Sitting on the stairs together, gently stroking the strings. He said: "West Africa, don't make yourself feel bad like this. Would you let me sing for you if I could? " I sat next to him, completely taken aback by his words. I'm surprised. I've known him for more than 400 days and nights, but I didn't know he could play guitar and sing! Vaguely guess the story behind. "... fly gently, fly gently, sadness flies with the song, I can't help but want to tell him what I think ..."
I never knew that his fingers could play such a beautiful song, but his voice was so sad. I learned some stories that day. Beautiful, sad, sad story that makes people want to cry.
External articles. Put it together.
My mother was so opposed to me learning guitar. Her angry eyes were enough to make me uneasy and I lost sleep for many nights. I don't know why, every time I want to ask, I suffocate in her sharp eyes.
Early spring three years ago. The sun shines lazily into the window, warm as a song. On such a warm day, I felt cold for the first time. "Qifangxue is very disappointing. He doesn't even know the most basic notation. ""impossible. " "Why not? I think it's better not to learn ... "said the female teacher I admire. What else is behind? It doesn't matter, does it? ...
In the end, I couldn't hold on in the tiny gap. I sold my guitar, began to concentrate on writing my thesis on the eve of graduation, and looked for a job after graduation. Mother is much gentler, life slowly passes and everything is so quiet.
Some people you thought you would never see again, but then you met them unexpectedly.
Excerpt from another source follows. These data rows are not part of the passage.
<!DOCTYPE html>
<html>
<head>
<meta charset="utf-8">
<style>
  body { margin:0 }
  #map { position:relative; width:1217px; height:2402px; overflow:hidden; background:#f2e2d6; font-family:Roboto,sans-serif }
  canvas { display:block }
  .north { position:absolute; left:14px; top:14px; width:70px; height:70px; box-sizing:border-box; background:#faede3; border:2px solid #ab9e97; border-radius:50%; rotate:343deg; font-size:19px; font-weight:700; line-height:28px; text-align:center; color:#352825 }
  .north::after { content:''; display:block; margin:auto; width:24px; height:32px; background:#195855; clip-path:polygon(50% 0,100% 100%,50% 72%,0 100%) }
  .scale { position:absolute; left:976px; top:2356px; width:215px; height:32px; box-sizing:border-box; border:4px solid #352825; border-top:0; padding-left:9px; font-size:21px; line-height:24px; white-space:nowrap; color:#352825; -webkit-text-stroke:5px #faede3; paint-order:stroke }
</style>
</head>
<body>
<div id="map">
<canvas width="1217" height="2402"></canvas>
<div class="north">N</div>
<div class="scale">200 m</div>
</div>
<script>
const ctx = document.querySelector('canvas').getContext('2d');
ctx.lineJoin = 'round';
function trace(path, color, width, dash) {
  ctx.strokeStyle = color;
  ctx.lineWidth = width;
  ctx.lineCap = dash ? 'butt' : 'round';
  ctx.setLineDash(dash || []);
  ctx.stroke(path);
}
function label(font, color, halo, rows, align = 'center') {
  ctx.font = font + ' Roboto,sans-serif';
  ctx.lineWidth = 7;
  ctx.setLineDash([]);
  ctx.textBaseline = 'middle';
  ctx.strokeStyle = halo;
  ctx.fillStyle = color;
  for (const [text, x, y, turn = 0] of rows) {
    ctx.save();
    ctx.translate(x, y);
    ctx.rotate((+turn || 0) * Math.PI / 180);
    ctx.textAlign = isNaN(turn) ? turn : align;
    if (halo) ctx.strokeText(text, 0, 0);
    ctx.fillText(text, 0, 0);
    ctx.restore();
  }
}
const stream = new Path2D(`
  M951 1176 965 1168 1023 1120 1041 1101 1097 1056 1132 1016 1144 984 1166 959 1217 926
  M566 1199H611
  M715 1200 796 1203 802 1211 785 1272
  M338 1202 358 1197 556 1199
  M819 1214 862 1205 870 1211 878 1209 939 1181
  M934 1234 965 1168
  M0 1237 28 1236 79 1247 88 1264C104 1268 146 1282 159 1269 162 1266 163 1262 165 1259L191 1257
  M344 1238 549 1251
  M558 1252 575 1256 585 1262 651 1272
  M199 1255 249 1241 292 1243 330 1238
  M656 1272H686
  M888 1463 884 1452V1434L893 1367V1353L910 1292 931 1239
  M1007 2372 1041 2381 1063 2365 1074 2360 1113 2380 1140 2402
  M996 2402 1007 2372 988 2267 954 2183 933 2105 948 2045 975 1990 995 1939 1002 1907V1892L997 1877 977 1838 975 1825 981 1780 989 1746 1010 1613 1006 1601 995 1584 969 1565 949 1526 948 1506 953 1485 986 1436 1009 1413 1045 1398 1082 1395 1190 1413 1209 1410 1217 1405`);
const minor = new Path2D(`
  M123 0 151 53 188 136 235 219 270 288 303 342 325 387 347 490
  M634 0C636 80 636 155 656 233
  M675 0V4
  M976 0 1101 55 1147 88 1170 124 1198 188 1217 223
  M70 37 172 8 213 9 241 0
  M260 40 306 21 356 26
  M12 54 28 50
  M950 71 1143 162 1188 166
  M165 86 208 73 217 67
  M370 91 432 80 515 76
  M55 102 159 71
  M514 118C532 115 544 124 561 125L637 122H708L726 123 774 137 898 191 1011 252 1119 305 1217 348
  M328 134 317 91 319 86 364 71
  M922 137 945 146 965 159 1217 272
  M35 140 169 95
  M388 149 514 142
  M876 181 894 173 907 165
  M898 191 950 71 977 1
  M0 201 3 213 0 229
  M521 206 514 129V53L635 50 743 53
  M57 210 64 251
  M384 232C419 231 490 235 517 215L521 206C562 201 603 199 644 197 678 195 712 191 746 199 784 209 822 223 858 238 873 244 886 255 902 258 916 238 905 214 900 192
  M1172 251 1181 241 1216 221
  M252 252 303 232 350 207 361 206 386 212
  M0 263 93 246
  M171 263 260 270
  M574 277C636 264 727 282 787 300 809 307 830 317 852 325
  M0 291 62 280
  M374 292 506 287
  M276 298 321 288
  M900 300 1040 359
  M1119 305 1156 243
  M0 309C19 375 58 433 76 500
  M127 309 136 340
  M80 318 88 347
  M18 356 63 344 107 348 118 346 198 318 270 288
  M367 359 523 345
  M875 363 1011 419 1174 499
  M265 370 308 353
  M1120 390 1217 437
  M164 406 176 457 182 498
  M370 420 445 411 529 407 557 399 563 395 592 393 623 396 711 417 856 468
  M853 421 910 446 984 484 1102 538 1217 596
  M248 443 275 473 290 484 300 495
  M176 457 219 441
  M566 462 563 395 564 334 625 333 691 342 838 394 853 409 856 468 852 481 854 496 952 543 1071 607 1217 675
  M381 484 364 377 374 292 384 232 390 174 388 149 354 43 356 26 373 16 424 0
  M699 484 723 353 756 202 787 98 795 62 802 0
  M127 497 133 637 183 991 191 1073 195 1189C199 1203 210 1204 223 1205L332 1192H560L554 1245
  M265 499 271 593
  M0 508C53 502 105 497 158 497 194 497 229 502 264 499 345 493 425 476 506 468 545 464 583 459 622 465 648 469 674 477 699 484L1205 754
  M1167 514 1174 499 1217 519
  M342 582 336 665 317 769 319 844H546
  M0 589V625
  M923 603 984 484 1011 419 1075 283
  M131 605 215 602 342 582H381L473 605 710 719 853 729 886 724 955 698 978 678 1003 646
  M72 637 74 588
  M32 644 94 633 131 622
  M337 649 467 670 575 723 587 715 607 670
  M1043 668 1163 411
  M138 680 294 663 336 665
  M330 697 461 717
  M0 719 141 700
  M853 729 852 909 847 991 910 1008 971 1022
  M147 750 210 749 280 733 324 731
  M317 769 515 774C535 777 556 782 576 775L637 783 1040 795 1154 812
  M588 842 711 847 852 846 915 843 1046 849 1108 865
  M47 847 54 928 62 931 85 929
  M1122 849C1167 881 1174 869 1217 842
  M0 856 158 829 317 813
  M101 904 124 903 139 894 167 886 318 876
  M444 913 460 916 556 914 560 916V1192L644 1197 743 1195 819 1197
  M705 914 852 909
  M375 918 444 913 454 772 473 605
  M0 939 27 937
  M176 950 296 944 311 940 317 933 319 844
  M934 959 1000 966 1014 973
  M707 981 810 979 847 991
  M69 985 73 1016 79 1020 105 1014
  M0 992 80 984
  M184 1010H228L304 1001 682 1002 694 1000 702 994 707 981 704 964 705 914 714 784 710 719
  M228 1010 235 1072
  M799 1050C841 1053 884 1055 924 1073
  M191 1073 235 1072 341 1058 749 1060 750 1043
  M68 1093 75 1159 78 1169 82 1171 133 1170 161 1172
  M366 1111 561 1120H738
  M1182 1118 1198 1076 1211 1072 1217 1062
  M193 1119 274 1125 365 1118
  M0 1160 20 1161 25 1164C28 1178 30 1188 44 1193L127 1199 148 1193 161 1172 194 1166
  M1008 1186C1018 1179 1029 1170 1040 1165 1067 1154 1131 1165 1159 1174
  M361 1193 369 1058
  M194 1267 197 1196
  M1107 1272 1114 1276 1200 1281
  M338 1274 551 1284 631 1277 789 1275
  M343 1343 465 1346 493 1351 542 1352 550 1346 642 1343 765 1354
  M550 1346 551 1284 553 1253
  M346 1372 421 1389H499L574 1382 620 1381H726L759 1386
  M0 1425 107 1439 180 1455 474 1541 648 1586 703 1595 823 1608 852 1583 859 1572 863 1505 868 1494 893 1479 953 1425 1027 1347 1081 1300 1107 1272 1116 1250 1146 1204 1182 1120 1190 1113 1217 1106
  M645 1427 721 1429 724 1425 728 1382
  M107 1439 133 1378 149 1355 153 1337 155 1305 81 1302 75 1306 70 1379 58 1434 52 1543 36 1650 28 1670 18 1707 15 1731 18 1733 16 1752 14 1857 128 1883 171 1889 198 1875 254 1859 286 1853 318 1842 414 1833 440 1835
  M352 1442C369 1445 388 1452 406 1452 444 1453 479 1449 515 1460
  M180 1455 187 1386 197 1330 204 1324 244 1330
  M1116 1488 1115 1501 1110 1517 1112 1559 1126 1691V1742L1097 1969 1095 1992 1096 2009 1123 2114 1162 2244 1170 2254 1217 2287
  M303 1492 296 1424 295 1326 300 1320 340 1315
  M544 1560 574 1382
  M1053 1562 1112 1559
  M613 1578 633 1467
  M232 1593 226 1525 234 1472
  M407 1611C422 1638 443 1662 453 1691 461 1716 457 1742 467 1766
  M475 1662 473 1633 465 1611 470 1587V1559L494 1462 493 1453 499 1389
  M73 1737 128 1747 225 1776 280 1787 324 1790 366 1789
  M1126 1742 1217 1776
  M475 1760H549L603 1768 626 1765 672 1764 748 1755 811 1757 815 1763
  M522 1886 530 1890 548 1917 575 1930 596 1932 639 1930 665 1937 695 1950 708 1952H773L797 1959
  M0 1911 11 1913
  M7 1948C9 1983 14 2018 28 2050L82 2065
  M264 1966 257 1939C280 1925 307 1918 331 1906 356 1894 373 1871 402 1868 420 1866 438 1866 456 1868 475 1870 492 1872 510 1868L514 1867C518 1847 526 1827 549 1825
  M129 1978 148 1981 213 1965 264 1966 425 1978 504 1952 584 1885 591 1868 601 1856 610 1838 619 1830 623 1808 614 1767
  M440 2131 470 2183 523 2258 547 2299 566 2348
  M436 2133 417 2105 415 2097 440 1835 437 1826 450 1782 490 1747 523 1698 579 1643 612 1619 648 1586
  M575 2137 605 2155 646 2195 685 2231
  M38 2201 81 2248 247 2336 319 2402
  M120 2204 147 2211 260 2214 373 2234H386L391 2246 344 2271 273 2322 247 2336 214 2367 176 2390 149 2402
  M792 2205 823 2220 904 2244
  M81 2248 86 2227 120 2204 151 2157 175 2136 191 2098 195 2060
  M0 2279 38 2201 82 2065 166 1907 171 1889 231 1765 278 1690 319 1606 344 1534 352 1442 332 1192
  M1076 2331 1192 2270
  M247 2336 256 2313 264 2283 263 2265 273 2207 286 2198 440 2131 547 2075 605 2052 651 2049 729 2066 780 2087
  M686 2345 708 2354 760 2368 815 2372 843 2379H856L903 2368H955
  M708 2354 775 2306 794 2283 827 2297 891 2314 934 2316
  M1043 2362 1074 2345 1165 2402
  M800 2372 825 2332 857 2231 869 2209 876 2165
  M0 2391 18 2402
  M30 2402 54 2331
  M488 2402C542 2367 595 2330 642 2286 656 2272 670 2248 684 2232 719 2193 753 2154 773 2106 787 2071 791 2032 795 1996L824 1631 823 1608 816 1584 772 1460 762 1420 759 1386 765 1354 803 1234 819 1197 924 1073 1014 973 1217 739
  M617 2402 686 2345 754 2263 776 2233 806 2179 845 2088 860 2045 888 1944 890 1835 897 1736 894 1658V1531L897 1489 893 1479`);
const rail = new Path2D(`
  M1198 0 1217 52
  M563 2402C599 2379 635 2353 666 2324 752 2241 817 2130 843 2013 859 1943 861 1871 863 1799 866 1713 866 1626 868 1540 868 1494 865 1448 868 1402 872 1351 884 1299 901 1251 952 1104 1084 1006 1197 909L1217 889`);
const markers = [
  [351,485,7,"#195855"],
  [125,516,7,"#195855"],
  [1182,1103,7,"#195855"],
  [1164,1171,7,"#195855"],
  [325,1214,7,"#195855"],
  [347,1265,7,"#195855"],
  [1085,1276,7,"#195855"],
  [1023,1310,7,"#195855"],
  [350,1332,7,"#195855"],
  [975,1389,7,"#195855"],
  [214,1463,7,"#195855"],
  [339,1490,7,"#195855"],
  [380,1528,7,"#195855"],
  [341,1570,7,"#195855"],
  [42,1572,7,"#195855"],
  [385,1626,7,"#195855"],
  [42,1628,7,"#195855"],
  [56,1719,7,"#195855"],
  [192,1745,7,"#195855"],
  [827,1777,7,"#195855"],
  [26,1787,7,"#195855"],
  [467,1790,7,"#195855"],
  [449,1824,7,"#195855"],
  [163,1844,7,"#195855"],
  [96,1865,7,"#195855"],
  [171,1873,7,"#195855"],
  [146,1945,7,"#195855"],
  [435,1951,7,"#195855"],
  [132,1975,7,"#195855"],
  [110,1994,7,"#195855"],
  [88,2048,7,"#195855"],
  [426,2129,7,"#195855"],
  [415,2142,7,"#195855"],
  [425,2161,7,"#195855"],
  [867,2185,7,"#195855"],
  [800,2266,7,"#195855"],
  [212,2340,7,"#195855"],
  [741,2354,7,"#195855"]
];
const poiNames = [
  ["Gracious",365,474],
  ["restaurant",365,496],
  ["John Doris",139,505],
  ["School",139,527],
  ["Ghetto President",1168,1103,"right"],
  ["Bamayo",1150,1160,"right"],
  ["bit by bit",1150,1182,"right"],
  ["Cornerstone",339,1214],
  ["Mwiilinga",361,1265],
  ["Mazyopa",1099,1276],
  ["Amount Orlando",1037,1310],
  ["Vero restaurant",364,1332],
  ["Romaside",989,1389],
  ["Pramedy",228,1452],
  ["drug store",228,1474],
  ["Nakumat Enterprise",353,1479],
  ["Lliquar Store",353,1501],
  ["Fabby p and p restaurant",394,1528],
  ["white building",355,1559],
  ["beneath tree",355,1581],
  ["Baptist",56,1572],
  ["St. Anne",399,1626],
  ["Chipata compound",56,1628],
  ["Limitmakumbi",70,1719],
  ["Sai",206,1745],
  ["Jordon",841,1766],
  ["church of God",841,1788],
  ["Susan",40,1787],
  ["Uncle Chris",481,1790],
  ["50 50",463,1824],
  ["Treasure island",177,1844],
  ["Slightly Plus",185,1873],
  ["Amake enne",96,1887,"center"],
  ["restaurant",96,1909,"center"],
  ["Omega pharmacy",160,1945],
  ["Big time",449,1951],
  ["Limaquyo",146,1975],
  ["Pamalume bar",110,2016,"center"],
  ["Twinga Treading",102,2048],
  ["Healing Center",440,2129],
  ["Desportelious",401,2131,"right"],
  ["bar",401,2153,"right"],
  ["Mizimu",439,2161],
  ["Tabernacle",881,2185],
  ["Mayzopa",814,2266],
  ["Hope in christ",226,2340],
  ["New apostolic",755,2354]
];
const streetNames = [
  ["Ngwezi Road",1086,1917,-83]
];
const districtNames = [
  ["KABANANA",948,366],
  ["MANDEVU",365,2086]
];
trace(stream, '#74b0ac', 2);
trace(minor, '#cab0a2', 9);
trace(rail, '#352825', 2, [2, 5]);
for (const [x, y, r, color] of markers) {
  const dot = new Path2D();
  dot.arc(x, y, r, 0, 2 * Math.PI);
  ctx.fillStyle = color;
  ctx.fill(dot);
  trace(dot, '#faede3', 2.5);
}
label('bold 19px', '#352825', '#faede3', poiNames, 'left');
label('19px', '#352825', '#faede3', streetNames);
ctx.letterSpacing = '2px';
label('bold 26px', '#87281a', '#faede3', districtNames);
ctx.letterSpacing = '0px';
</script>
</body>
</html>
You should never dig the meaning behind some stories, and some stories you didn't know at that time don't need to be mentioned later. Many times, we will be "known" about something, and what is "known" is always what you don't want to know. For example, the teacher I thought I would never see again made me know what made me sad again: everything was just because of my mother's request. I really want to know, but I don't want to ask questions. I'm afraid there will be another reason behind this that shocked me, so I don't know what went wrong.
Suddenly, my mother was seriously ill and her life was dying.